There is a line below that contains "Task: Extract the". Please reproduce it and all following lines exactly, through the final one.

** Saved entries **
※
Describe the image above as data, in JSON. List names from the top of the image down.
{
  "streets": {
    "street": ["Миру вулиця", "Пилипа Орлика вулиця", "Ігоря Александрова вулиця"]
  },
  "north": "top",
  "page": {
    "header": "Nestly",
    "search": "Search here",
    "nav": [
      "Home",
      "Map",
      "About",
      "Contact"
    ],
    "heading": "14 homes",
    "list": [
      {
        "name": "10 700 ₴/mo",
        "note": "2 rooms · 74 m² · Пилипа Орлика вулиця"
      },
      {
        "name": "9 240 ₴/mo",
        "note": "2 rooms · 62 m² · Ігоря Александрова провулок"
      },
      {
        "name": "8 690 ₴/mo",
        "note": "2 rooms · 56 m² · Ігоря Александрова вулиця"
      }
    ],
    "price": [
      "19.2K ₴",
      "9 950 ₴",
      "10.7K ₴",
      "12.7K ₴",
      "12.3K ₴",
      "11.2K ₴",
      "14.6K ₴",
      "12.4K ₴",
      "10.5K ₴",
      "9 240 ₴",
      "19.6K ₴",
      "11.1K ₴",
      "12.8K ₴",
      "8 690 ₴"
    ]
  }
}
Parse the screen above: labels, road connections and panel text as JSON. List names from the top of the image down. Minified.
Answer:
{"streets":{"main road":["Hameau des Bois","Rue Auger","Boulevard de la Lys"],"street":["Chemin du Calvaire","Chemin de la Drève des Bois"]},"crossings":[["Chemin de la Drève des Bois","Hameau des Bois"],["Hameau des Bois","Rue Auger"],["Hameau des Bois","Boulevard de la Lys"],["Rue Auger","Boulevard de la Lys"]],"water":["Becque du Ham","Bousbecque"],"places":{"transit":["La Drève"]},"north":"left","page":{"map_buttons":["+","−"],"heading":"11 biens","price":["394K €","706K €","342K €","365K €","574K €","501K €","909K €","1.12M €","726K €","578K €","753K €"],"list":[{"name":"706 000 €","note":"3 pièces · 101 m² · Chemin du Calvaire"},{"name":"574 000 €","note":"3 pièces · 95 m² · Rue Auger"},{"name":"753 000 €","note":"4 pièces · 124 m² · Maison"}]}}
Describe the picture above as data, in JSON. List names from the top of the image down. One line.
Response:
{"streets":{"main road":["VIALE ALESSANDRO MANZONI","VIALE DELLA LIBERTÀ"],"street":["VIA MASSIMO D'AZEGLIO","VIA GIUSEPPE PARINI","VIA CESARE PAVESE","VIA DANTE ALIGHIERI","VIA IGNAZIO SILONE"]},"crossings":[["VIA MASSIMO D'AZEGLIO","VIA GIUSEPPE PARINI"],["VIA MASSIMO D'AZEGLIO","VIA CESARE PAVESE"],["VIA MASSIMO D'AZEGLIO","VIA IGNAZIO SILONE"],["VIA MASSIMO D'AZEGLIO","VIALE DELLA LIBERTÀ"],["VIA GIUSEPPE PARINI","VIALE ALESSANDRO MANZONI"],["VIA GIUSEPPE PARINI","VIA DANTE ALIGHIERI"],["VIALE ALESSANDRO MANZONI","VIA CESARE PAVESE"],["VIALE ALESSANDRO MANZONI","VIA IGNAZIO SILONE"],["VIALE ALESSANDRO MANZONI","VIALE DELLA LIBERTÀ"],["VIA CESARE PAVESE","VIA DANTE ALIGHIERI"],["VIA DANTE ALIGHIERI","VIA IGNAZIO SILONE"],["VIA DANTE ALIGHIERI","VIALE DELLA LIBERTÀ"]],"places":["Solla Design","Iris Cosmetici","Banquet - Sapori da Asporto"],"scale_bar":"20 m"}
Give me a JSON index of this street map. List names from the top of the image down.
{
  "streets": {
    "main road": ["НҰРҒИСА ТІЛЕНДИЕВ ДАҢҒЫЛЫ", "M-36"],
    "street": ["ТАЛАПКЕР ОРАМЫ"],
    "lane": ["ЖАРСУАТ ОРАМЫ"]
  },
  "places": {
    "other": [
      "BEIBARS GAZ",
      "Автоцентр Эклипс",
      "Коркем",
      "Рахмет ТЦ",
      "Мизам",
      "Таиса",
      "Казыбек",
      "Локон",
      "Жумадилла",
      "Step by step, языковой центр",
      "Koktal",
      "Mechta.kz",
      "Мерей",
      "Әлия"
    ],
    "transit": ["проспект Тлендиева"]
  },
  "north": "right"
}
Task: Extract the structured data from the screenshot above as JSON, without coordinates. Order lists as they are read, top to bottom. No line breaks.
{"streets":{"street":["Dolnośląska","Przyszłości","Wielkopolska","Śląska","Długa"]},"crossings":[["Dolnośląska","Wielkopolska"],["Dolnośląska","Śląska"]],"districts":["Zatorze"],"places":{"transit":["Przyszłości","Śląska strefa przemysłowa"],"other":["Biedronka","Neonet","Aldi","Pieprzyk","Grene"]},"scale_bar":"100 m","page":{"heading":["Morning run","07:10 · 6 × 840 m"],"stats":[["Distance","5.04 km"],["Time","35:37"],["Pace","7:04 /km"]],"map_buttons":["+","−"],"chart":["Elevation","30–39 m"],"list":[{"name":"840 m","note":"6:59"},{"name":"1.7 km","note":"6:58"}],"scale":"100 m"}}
※
** Answer to this problem **
Task: Extract the structured data from the screenshot above as JSON, without coordinates. Order lists as they are read, top to bottom. No line breaks.
{"streets":{"street":["Dolnośląska","Przyszłości","Wielkopolska","Śląska","Długa"]},"crossings":[["Dolnośląska","Wielkopolska"],["Dolnośląska","Śląska"]],"districts":["Zatorze"],"places":{"transit":["Przyszłości","Śląska strefa przemysłowa"],"other":["Biedronka","Neonet","Aldi","Pieprzyk","Grene"]},"scale_bar":"100 m","page":{"heading":["Morning run","07:10 · 6 × 840 m"],"stats":[["Distance","5.04 km"],["Time","35:37"],["Pace","7:04 /km"]],"map_buttons":["+","−"],"chart":["Elevation","30–39 m"],"list":[{"name":"840 m","note":"6:59"},{"name":"1.7 km","note":"6:58"}],"scale":"100 m"}}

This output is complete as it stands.